BEGIN TASK MATERIAL

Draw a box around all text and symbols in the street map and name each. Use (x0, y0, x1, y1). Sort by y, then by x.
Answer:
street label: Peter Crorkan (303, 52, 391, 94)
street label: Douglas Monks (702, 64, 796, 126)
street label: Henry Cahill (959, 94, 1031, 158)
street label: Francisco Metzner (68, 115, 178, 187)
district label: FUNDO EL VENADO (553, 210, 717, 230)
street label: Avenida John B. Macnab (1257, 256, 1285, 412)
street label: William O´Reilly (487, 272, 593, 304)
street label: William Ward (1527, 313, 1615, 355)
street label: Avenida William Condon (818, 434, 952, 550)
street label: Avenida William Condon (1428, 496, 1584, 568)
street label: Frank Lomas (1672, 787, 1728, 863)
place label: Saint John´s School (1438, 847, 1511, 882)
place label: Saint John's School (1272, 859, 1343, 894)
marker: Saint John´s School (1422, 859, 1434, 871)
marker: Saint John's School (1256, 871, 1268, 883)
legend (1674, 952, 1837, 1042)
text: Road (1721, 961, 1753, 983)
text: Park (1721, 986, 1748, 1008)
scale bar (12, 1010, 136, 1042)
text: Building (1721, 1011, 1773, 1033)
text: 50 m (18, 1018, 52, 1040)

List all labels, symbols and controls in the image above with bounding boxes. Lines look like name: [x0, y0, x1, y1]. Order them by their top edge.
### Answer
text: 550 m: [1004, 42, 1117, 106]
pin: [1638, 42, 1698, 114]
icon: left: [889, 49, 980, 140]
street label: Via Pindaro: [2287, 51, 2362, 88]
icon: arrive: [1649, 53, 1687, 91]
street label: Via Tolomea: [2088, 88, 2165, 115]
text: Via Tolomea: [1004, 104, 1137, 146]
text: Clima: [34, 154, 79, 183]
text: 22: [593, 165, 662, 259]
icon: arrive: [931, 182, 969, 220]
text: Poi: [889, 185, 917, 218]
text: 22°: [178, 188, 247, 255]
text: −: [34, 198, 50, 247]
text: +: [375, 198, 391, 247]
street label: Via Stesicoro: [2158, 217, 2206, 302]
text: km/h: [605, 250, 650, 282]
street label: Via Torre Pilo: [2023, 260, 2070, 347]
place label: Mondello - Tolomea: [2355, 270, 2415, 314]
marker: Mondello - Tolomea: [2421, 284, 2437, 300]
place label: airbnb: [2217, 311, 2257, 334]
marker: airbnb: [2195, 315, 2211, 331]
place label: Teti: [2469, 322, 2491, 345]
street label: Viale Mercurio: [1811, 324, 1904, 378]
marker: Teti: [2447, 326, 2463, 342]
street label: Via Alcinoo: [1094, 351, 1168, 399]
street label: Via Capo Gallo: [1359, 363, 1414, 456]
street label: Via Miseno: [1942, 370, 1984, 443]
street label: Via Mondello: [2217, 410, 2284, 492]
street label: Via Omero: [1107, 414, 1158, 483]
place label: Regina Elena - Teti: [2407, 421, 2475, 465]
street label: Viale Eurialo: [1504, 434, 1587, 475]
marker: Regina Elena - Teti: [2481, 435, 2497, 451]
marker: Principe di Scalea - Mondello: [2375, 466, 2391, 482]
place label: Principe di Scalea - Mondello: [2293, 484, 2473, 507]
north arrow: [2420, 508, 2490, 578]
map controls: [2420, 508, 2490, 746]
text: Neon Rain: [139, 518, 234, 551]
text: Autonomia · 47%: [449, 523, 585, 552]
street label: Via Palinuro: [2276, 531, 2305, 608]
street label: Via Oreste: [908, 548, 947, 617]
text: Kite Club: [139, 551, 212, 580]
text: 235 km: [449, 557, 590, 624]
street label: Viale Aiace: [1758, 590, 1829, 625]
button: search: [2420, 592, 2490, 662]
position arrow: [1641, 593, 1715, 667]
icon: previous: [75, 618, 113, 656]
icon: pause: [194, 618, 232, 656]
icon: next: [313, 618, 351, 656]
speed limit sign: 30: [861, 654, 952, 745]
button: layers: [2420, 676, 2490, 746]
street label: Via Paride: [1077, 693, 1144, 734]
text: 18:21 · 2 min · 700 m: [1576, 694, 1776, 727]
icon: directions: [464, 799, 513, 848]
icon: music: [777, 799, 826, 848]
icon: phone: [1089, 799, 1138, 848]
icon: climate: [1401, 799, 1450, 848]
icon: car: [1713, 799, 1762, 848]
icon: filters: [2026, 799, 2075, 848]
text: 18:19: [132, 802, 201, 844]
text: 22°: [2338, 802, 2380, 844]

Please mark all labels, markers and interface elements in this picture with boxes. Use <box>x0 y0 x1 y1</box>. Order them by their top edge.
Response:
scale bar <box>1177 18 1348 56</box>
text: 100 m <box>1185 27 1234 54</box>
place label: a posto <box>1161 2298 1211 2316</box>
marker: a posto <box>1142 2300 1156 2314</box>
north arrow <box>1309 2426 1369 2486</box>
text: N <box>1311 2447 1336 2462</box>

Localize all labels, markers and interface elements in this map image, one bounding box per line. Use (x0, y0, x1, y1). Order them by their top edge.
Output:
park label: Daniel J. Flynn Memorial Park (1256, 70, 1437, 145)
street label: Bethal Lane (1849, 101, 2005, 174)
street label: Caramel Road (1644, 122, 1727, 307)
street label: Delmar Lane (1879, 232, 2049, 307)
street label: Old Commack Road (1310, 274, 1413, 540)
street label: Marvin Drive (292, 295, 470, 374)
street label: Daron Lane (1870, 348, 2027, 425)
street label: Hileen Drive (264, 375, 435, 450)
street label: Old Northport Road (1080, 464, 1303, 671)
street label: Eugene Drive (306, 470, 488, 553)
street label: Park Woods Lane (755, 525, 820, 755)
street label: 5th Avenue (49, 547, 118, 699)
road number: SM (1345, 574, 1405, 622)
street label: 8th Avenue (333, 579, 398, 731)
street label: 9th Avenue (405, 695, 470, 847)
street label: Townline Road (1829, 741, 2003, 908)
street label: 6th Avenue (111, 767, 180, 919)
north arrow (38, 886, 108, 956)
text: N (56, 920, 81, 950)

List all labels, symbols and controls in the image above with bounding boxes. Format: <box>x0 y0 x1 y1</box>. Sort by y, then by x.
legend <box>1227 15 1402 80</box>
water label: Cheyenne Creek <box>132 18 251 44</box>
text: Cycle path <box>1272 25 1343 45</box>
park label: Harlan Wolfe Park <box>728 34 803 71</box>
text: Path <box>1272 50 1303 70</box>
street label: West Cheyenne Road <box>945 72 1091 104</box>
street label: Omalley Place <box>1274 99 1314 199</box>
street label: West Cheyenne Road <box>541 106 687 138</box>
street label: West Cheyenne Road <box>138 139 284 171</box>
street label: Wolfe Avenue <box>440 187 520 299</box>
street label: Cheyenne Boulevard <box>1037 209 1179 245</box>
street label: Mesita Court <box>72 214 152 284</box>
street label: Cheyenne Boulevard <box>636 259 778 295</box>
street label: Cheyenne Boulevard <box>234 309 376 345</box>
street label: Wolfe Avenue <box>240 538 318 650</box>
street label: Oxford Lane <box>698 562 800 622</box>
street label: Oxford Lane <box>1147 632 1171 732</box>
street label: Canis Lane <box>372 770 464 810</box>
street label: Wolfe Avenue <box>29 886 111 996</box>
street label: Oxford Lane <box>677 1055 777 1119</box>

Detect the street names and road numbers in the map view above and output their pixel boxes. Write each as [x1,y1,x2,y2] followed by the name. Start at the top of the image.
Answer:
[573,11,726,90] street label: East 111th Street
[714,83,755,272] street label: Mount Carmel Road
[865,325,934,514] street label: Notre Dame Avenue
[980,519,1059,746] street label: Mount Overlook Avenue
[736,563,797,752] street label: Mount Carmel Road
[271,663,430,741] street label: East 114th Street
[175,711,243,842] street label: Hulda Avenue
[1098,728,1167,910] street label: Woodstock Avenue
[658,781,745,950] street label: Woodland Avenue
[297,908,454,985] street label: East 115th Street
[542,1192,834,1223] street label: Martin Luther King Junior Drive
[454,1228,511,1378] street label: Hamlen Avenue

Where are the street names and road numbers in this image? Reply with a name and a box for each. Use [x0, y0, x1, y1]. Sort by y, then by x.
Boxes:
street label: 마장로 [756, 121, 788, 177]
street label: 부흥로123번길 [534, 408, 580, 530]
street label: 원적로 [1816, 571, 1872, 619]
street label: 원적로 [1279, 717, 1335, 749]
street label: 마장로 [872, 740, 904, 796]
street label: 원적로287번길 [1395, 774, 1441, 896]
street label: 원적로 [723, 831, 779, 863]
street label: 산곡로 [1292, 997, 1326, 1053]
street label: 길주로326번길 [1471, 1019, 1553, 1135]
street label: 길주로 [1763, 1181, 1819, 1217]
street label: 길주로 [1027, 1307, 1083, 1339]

END TASK MATERIAL

• INSTRUCTIONS TO FOLLOW: Take the word "elements" and find each line of the material that contains it. Copy those lines.

• OUTPUT:
Please mark all labels, markers and interface elements in this picture with boxes. Use <box>x0 y0 x1 y1</box>. Order them by their top edge.
Localize all labels, markers and interface elements in this map image, one bounding box per line. Use (x0, y0, x1, y1). Order them by their top edge.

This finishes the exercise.